А тут заруливает наша спарка поближе к боксам и на глазах у всех присутствующих роняет переднюю стойку самолета.
Самолет, естественно, с размаху бьется носом о бетон. Я хватаюсь за голову – стыдно, сил нет. Летчик случайно перепутал тумблеры, решил убрать шасси. При этом передняя стойка более подвижная, она на колесике и легко назад складывается, а вот основные стойки шасси устояли.
Михайлов спрашивает у меня:

– Это кто?
– Это Герой Советского Союза подполковник Гончаренко и его напарник, подполковник Кири, – отвечаю.

Тут они оба выходят из самолета, ничуть не обескураженные, даже веселые.

Михайлов им говорит:

– Значит, так, герои. На хер отсюда пошли оба, чтоб вас тут в двадцать четыре часа не было.
А тот самолет мы потом с техниками домкратами подняли, отбуксировали в техническую зону, и там целую ночь ремонтная бригада работала. Хорошо, у нас были комплекты ЗИПов, поменяли трубки ПВД, еще кое-какие детали на шасси и к утру восстановили самолет. Повезло, что основные стойки не убираются на стоянке даже по приказу из кабины – под тяжестью самолета, все-таки 17 тонн, у гидравлики не хватает сил это сделать.

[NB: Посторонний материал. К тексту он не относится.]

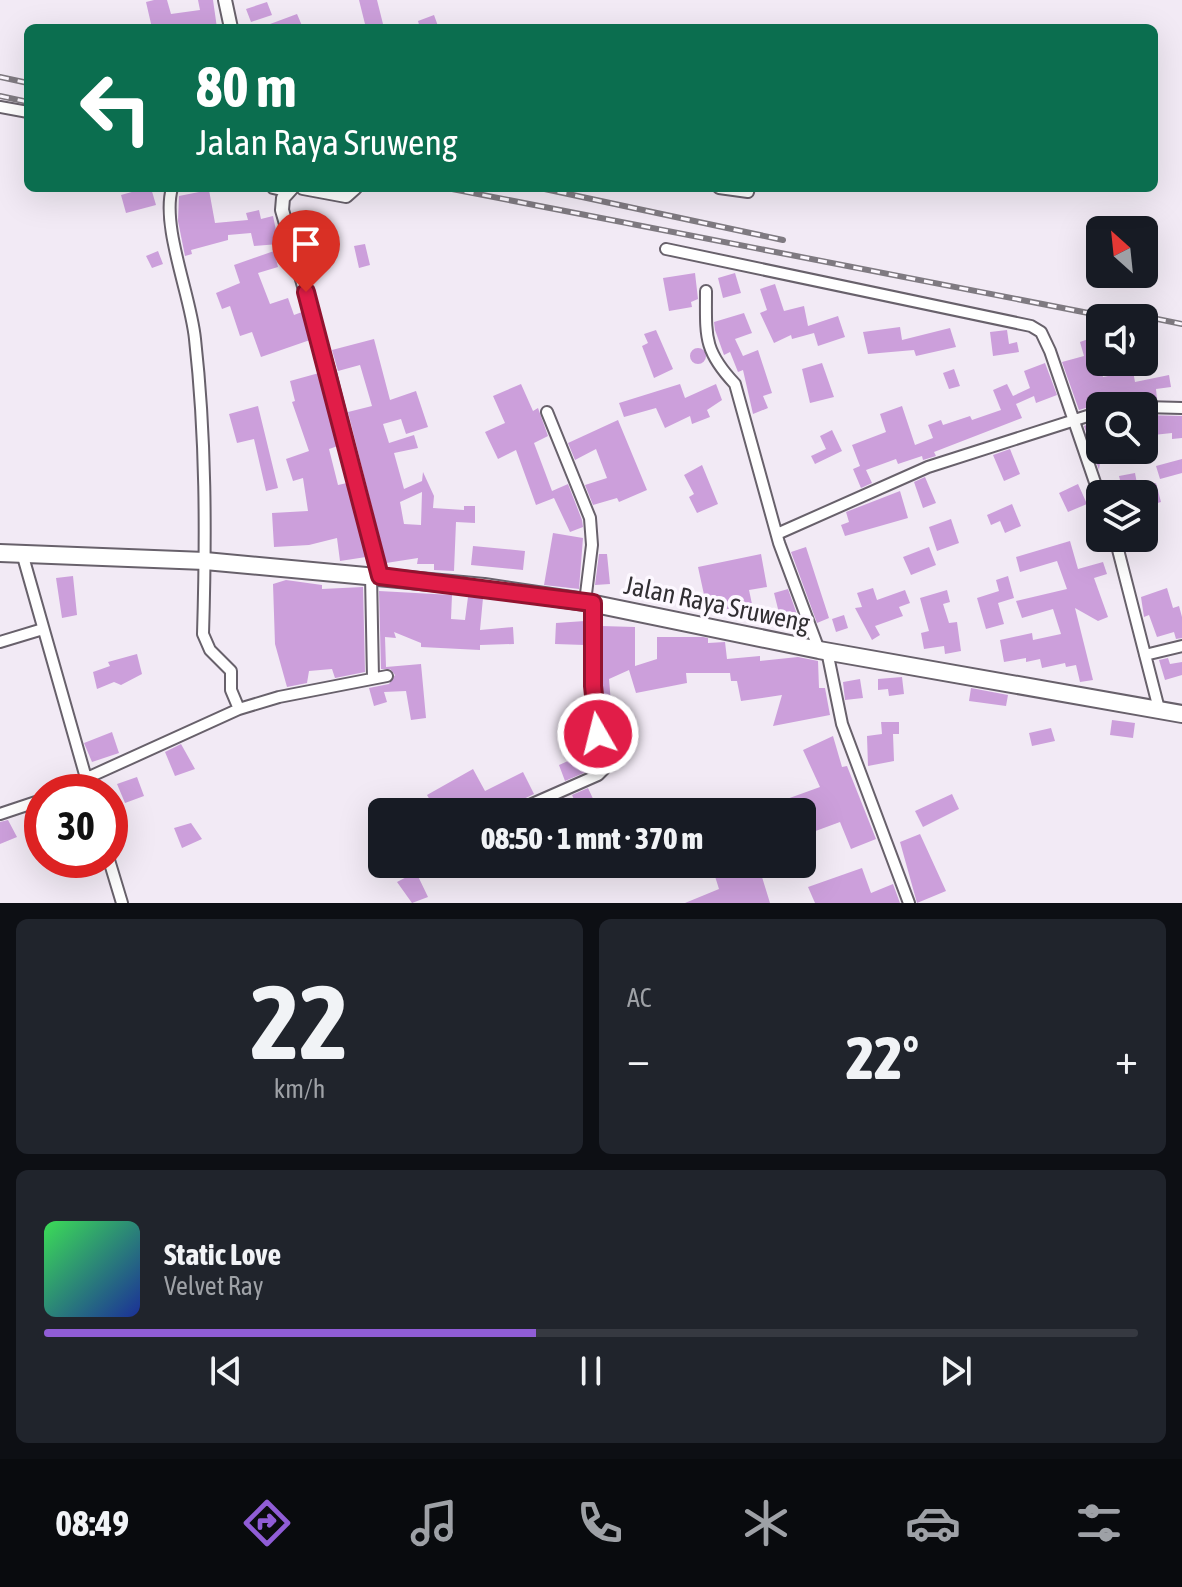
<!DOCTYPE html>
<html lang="id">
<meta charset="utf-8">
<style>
body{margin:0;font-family:"Asap Condensed",sans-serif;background:#20242c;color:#f1f3f6;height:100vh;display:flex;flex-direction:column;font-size:30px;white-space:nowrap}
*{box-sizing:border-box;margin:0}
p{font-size:26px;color:#9ea1a6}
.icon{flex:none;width:44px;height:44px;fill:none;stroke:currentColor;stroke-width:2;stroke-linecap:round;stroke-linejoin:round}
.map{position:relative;height:903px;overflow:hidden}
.details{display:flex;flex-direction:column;gap:16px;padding:16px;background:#0d0f14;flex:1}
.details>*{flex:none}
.guide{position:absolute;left:24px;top:24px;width:1134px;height:168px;border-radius:12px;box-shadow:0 8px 32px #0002;background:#0b6e4f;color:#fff;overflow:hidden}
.needle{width:52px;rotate:333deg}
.controls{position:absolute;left:1086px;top:216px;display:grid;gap:16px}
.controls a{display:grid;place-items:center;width:72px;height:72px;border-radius:12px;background:#171b24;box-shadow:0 8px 32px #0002;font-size:40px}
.speed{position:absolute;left:24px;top:774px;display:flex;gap:16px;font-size:40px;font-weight:700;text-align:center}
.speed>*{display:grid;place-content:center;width:104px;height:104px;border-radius:50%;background:#171b24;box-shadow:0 8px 32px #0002;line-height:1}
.speed .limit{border:12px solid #d22;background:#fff;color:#111}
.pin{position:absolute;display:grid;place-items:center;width:68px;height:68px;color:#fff;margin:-82px -34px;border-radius:50% 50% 50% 0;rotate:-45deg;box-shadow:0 0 8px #0007}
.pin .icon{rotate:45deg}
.me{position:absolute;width:88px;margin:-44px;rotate:352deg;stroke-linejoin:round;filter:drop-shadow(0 0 6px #0008)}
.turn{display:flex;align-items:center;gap:28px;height:168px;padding:0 40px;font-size:36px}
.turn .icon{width:104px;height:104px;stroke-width:2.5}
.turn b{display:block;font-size:56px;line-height:68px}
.big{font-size:60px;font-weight:800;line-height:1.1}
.details .card{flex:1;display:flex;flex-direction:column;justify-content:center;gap:12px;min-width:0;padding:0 28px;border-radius:12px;background:#20242c}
.details .dial{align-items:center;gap:0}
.dial b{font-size:104px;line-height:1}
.song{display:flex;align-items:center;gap:24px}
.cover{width:96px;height:96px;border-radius:12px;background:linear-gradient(135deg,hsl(130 70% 55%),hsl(230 70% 35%))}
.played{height:8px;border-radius:4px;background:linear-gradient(90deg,#905dd6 45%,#363941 45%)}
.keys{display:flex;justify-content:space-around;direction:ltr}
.heat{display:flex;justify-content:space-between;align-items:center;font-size:44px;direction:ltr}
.details .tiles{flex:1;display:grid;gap:16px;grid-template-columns:1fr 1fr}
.card:last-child{grid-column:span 2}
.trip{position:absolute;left:368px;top:798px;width:448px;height:80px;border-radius:12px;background:#171b24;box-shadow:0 8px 32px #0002;font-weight:800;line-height:80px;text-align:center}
.menu{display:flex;height:128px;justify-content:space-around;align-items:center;background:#090b0e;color:#9ea1a6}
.menu .icon{width:56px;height:56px}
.menu .active{color:#905dd6}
.menu b{font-size:36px;color:#f1f3f6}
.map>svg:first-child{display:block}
.building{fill:#cc9fdb;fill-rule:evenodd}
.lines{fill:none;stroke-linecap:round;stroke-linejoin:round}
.minor-casing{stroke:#68616b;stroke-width:14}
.tertiary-casing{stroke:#68616b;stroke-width:16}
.trunk-casing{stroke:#68616b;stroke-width:20}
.minor{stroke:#fff;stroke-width:10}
.tertiary{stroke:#fff;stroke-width:12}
.trunk{stroke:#fff;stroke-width:16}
.rail-casing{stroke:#7f7a81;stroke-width:6}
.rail{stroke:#fdf8ff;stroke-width:3;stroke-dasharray:9;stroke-linecap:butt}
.route-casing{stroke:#92132f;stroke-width:20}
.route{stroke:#e11d48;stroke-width:14}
.labels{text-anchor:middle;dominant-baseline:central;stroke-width:7;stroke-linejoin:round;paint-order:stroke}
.street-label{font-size:26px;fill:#322f33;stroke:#fdf8ff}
</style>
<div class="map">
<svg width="1182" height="903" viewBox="0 0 1182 903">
<rect width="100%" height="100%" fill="#f2eaf5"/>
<path class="building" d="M154 0H167L171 14 200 10 198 0H213L217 28H152L146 2Z
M359 0H377L384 28H366Z
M267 2 272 15 251 22 246 9Z
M297 14 303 28H262V27Z
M434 15 438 26 420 28 418 21Z
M146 188H151L156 205 126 213 121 195Z
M209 190 215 223 248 220 246 213 259 210 261 219 273 216 279 244 254 246 251 233 228 235V240L191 250 192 254 185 256 178 221 179 196Z
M365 244 370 265 359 268 354 246Z
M158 251 163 264 152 268 146 256Z
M274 251 278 267 258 273 270 304 288 298 294 315 302 312 310 340 261 357 252 332 240 336 230 306 222 309 216 293 240 283 234 265Z
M695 273 698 299 691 302 692 307 669 311 663 278Z
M735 273 741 293 723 298 718 278Z
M775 284 784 311 804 306 808 326 838 316 845 337 818 346 814 333 792 339 791 335 774 343 760 313 767 310 760 289Z
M744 313 752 333 735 339 743 356 758 350 772 393 763 396 768 408 753 414 743 370 738 372 730 352 724 355 715 330 714 322Z
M900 327 902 340 950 328 956 347 916 356 914 350 868 354 863 332Z
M656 330 673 369 654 378 642 346 648 343 644 334Z
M1007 330 1009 344 1017 342 1019 352 993 356 990 332Z
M1091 338 1103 377 1133 371 1135 382 1169 375 1171 387 1156 389 1157 399 1139 401V397L1123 400 1122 397 1079 410 1062 362 1084 356 1080 342Z
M374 339 390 400 416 391 428 427 406 434 401 419 383 424 389 443 414 435 418 448 394 453 404 489 422 481 423 472 434 496 433 508 464 510V506H475V523L456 522 454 571 434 570V564H417L418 558 386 563 348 412 372 406 360 365 338 371 332 350ZM422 492 421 525 404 524 400 502Z
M690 356a8 8 0 1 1 16 0a8 8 0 1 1-16 0Z
M822 363 834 397 810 403 802 369Z
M1045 363 1057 395 1036 403 1034 396 1016 404 1022 418 934 452 936 456 923 460 922 456 898 464 896 459 866 470 872 483 861 488 853 469 860 466 852 445 886 432 880 414 902 406 915 445 933 438 928 425 941 420 943 425 970 416 972 420 1001 410 993 390 1007 384 1013 396 1030 388 1024 371Z
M954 369 960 386 949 389 943 373Z
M319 373 338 446 329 449 338 485 347 483 366 557 340 561 337 538 309 545 274 547 272 513 308 511 303 478 293 481 286 459 309 451 292 402 295 401 290 381Z
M521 384 533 411 538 408 548 436 534 443 552 491 568 484 582 520 583 527 570 532 554 498 536 505 516 450 498 459 485 432 505 423 493 396Z
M680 384 685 398 716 384 722 400 707 410 710 417 692 424 690 416 665 428 656 408 624 417 619 403Z
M258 406 278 488 266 491 254 439 237 443 229 414Z
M1144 415 1182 416V438L1172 439V433L1144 436Z
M618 420 647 490 619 502 617 498 593 505 585 485 607 478 596 449 575 460 568 443Z
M1100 420V450H1112L1115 458 1100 463 1099 470 1084 426Z
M832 430 842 451 815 464 811 456 826 449 820 436Z
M1010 449 1020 474 1004 481 993 455Z
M1182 459V473L1160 479 1156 466Z
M702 465 718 504 697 513 689 497 694 494 684 475Z
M1135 473 1138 489 1123 492 1119 476Z
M925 477 936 503 923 508 914 482Z
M1156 483 1161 502 1144 507V486Z
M1078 484 1087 504 1068 512 1059 493Z
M900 491 908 518 845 536 841 525 849 522 846 512Z
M1012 504 1021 526 1005 533 1000 521 991 525 987 515Z
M1144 512 1155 540 1144 544Z
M951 519 959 543 937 551 929 527Z
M553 533 583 538 579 589 544 585Z
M1070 541 1078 569 1103 562 1107 574 1094 578 1108 617 1098 621 1075 608 1093 680 1080 682 1076 665 1066 667 1065 663 1042 668 1040 659 1026 662V658L1004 662 1000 640 1032 633 1033 640 1061 634 1053 609 1022 618 1016 601 1067 589 1057 561 1020 572 1016 557Z
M473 546 525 551 523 570 471 565Z
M806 547 829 618 817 623 791 552Z
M929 547 936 565 911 575 903 557Z
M599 554H607L610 584 595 585Z
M761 554 767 587 749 590 752 604 708 613 698 567Z
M73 576 77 615 62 618 56 578Z
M1008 576 1014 598 998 603 1004 624 986 629 977 598 999 591 996 580Z
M286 580 322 585V589L363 587 365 672 335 678 332 669 309 671 307 683 287 687 275 644 273 584Z
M873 588 877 600 905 590 910 603 899 607 903 616 875 626 880 635 872 640 855 608 862 607 857 593Z
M1167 588 1173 608 1179 606 1182 617V638L1176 639 1174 632 1157 637 1149 615 1144 617 1141 597Z
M788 589 799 620 782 625 774 593Z
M947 590 950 602 943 604 949 623 957 622 961 651 945 654 944 646 924 649 921 633 929 631 920 598Z
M379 591 452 595 451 619 465 620 468 597 483 598 480 630 513 627 514 644 480 645V650L421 647V643L394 632 396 638 385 637 386 667 421 664 426 718 411 720 406 691 384 692 387 702 374 706 369 688 389 684 395 675 390 669H381Z
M844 615 848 628 836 632 832 619Z
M585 621V645L555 644 556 623Z
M601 626 635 627V666L657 659V637H703L708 638V643L725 642 727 659 760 656V661L798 657 818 661 819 688H825L830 715 773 726 782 695 741 701 737 681H731L730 673H686L687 683 636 693 629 670 609 679 612 715 603 716Z
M137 654 142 674 121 685 114 682 97 689 93 672 110 666 108 662Z
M1168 658 1170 664 1182 662V675L1165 680 1159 660Z
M902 677 904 694 889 696 888 689 878 690V679Z
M860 679 863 698 845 700 843 682Z
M971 688 1008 695 1006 706 969 701Z
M1112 720 1135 723 1133 738 1110 735Z
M881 722H899V734H893L894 761 868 766 867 736 882 734Z
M1051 728 1055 741 1032 746 1029 733Z
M112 732 119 753 92 762 84 743Z
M590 732 594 755 581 758 586 772 565 781 559 765 568 761 565 750 579 746 576 735Z
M833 736 842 767 847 766 876 839 851 849 840 822 802 836V812L754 811 820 787 803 750Z
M181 744 195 769 175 776 165 752Z
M473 769 485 791 523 772 534 794 511 805 504 812H499L496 804 481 812H437L427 795Z
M137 777 144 796 125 803 117 784Z
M588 788 595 803 579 811 572 795Z
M952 794 959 809 923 827 915 811Z
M8 820 17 837 0 844V822Z
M191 823 202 839 182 848 174 828Z
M920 834 946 891 917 903 900 842Z
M732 864H758L770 903H685L719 889 713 870Z
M862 868 871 893 893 884 900 903H815L808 887Z
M416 872 428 897 412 903 397 882Z"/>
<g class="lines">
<g class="minor-casing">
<path id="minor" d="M0 107 28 112
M172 188C161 227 191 296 195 339 206 437 206 535 203 634L210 650 231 671V690L239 709
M273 188 286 191
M719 188 748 192 749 188
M666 249 1031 326 1041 332 1050 351 1100 497
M706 291C706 336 703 350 735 384L779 543 819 650
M1144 407 1182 408
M547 412 590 518 592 545 585 602
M777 534 928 467 1100 412
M1115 538 1159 709
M22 553 90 792
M371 575 373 678
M0 642 43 629
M827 651 842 724 909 903
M1145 655 1182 646
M87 778 239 709 279 697 387 676
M65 792 88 784
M514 812 598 775 604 769 594 710 593 603
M0 814 42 800
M109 860 122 903"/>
</g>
<g class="tertiary-casing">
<path id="tertiary" d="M225 0 231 28
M292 188 283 198 282 210 329 373 380 576
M303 188 346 196 355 188"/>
</g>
<g class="trunk-casing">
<path id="trunk" d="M0 553 205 561 484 587 585 602 819 650 1182 714"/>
</g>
<use href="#minor" class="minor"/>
<use href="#tertiary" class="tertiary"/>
<use href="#trunk" class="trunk"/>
<g class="rail-casing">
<path id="rail" d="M0 77 28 83
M0 96 28 102
M447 188 1114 318
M540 188 783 240
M1104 308 1182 324"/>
</g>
<use href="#rail" class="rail"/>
</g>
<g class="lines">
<g class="route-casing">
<path id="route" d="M306 292 380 576 593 603V686L598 734"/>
</g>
<use href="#route" class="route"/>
</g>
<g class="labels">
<g class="street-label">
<text transform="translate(717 604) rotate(12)">Jalan Raya Sruweng</text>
</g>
</g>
</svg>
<div class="controls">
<a><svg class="needle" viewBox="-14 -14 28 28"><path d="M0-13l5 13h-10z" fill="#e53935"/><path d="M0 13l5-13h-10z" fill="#9ea1a6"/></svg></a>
<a><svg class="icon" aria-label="sound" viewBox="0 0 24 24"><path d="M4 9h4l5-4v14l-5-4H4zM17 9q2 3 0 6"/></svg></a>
<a><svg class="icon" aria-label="search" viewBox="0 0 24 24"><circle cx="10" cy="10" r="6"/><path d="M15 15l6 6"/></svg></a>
<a><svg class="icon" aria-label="layers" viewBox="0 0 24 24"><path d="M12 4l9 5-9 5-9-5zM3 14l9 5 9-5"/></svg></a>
</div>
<div class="speed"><div class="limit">30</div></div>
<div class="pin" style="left:306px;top:292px;background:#d93025"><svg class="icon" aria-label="arrive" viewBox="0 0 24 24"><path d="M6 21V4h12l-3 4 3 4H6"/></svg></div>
<svg class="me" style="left:598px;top:734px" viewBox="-20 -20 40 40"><circle r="17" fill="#e11d48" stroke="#fff" stroke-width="3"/><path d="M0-11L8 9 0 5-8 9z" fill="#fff"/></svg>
<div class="trip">08:50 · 1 mnt · 370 m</div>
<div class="guide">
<div class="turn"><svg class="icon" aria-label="left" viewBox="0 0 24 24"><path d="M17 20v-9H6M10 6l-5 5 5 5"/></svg><div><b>80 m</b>Jalan Raya Sruweng</div></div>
</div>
</div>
<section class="details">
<div class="tiles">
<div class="card dial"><b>22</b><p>km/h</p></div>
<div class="card"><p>AC</p>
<div class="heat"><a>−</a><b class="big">22°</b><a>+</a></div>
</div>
<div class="card">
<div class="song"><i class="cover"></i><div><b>Static Love</b><p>Velvet Ray</p></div></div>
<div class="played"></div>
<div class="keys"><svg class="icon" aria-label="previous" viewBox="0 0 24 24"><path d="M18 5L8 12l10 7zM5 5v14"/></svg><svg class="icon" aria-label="pause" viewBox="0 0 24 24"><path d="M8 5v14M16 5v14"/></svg><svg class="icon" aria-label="next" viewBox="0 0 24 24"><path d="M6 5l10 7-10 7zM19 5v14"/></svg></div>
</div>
</div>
</section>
<nav class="menu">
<b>08:49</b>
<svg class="icon active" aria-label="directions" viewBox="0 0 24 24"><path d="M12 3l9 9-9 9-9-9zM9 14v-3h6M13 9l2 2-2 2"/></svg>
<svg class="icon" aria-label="music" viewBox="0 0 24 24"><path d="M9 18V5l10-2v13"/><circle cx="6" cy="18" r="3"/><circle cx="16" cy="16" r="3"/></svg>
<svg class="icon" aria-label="phone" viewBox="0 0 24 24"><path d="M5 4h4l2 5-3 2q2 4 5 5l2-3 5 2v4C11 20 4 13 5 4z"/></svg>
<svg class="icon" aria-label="climate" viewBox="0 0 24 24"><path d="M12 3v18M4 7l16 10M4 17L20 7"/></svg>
<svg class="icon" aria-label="car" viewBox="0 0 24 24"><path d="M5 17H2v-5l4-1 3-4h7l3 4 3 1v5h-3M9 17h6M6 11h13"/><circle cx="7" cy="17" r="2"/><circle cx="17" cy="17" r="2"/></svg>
<svg class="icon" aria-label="filters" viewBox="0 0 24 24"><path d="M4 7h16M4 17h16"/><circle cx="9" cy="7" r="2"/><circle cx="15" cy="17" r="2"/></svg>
</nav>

Мы разместились в бывшем военном санатории, причем условия были намного лучше, чем в Моздоке, – к примеру, летчики разместились не в кубриках, а в двухместных номерах, а у меня вообще был отдельный люкс.

Но чувствовалась близость линии фронта – до нее было 37 километров. Первый раз за столько лет услышал артиллерийскую канонаду – со времен афганской войны ее не слышал.
На следующий день сразу начали летать, потому что боевая обстановка тяжелая была, нужно было с ходу вмешиваться.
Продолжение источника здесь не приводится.